§ Work task: In the entries below, find each line with the word "Villa" and pull it out.

§ Exercise data:
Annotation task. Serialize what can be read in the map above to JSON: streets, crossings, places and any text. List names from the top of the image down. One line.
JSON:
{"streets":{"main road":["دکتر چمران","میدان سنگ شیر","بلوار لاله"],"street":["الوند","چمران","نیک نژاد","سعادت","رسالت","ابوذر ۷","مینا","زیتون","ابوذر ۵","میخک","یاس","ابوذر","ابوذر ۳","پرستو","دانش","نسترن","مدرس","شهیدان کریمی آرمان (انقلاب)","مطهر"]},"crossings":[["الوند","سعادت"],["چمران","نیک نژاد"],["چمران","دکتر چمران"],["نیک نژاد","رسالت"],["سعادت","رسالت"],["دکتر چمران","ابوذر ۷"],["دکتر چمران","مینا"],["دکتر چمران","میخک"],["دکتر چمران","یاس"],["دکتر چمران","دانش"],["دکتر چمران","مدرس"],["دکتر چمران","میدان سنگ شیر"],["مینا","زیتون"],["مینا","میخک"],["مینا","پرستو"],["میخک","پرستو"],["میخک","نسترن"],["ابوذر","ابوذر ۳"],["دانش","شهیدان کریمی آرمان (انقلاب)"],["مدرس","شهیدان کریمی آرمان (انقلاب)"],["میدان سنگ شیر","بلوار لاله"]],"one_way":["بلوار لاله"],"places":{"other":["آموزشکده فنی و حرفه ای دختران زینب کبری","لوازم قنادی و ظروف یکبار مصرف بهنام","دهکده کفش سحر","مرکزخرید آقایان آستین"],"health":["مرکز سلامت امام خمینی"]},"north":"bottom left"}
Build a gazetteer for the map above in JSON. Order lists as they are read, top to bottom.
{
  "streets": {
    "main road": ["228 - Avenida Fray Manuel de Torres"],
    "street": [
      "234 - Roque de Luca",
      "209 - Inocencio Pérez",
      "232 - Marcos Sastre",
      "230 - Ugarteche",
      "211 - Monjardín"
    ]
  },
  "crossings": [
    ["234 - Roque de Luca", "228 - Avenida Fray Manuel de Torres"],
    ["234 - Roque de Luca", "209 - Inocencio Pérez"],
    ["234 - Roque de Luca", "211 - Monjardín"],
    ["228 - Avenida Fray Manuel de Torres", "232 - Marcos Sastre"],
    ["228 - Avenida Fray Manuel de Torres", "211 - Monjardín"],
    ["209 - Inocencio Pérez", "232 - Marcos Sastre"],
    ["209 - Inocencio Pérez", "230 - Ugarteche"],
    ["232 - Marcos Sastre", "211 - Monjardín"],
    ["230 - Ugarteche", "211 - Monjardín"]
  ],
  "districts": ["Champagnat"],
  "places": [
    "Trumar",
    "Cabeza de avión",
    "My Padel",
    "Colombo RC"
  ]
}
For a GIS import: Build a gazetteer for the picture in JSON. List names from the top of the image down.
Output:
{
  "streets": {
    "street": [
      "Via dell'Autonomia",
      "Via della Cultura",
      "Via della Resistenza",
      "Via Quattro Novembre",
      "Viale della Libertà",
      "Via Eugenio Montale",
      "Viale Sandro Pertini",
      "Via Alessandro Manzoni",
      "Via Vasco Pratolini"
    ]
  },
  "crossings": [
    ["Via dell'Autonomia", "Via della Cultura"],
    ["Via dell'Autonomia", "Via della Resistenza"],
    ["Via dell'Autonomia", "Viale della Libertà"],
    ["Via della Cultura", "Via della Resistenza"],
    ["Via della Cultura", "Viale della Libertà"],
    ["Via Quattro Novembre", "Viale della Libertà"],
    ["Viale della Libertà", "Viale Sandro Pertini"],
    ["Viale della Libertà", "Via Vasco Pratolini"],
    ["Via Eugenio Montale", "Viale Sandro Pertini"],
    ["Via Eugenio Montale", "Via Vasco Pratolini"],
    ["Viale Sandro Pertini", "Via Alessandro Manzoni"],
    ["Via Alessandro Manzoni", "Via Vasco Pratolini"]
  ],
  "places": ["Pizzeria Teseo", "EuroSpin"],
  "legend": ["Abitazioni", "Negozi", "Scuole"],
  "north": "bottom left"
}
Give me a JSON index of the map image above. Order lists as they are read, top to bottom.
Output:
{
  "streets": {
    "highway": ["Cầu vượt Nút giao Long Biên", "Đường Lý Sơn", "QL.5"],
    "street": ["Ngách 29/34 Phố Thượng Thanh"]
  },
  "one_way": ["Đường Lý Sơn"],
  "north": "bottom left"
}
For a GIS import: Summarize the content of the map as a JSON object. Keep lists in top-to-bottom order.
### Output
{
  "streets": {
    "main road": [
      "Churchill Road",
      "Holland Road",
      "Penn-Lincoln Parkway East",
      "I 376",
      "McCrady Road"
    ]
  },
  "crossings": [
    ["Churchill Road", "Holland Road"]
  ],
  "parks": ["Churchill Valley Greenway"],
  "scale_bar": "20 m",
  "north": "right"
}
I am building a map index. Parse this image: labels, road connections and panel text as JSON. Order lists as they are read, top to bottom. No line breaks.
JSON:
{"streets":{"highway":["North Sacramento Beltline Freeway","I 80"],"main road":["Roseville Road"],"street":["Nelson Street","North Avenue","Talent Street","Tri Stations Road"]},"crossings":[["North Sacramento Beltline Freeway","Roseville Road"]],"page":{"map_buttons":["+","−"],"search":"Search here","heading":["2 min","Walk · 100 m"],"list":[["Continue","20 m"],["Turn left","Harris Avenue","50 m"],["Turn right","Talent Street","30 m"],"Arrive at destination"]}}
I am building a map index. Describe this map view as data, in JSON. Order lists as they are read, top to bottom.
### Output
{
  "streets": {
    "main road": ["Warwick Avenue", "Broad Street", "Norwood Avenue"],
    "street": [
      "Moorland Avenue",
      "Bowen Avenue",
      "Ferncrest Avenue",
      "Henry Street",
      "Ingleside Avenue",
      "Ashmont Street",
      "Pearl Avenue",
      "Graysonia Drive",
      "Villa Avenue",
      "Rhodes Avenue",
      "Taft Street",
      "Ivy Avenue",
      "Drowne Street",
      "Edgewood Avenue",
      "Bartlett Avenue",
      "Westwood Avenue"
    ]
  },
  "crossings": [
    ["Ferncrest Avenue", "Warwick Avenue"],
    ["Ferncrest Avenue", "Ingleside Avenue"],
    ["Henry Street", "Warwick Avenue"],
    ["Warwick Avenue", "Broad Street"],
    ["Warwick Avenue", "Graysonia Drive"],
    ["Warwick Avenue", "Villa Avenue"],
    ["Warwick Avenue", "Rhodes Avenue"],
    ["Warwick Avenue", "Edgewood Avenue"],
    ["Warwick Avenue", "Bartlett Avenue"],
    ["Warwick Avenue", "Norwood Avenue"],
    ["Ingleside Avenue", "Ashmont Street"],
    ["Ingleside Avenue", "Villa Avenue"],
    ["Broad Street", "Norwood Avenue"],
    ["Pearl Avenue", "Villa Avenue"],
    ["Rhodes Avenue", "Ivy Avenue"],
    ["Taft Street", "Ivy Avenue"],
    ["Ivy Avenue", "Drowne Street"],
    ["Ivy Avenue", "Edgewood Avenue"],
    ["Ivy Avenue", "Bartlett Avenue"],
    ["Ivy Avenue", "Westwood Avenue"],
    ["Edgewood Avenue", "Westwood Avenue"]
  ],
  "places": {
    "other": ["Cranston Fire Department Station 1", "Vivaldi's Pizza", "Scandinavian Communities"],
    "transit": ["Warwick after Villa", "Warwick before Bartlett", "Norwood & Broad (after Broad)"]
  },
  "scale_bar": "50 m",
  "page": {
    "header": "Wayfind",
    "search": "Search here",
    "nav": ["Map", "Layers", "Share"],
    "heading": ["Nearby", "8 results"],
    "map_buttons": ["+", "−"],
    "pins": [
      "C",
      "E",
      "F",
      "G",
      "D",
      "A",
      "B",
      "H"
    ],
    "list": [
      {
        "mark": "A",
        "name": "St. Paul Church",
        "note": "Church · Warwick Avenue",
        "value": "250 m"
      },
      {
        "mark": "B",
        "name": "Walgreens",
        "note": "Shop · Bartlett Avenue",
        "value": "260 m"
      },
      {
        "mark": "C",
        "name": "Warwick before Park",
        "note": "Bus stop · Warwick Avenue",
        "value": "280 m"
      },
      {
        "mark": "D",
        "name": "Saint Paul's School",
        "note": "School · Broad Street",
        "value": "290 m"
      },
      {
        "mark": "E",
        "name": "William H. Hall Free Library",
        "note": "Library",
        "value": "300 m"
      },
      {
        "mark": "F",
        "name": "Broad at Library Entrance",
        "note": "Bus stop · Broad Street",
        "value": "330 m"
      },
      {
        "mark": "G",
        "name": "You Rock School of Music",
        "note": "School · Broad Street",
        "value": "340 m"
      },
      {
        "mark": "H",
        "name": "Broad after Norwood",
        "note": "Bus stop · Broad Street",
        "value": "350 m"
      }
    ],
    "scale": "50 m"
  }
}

§ Answer to this task:
      "Villa Avenue",
    ["Warwick Avenue", "Villa Avenue"],
    ["Ingleside Avenue", "Villa Avenue"],
    ["Pearl Avenue", "Villa Avenue"],
    "transit": ["Warwick after Villa", "Warwick before Bartlett", "Norwood & Broad (after Broad)"]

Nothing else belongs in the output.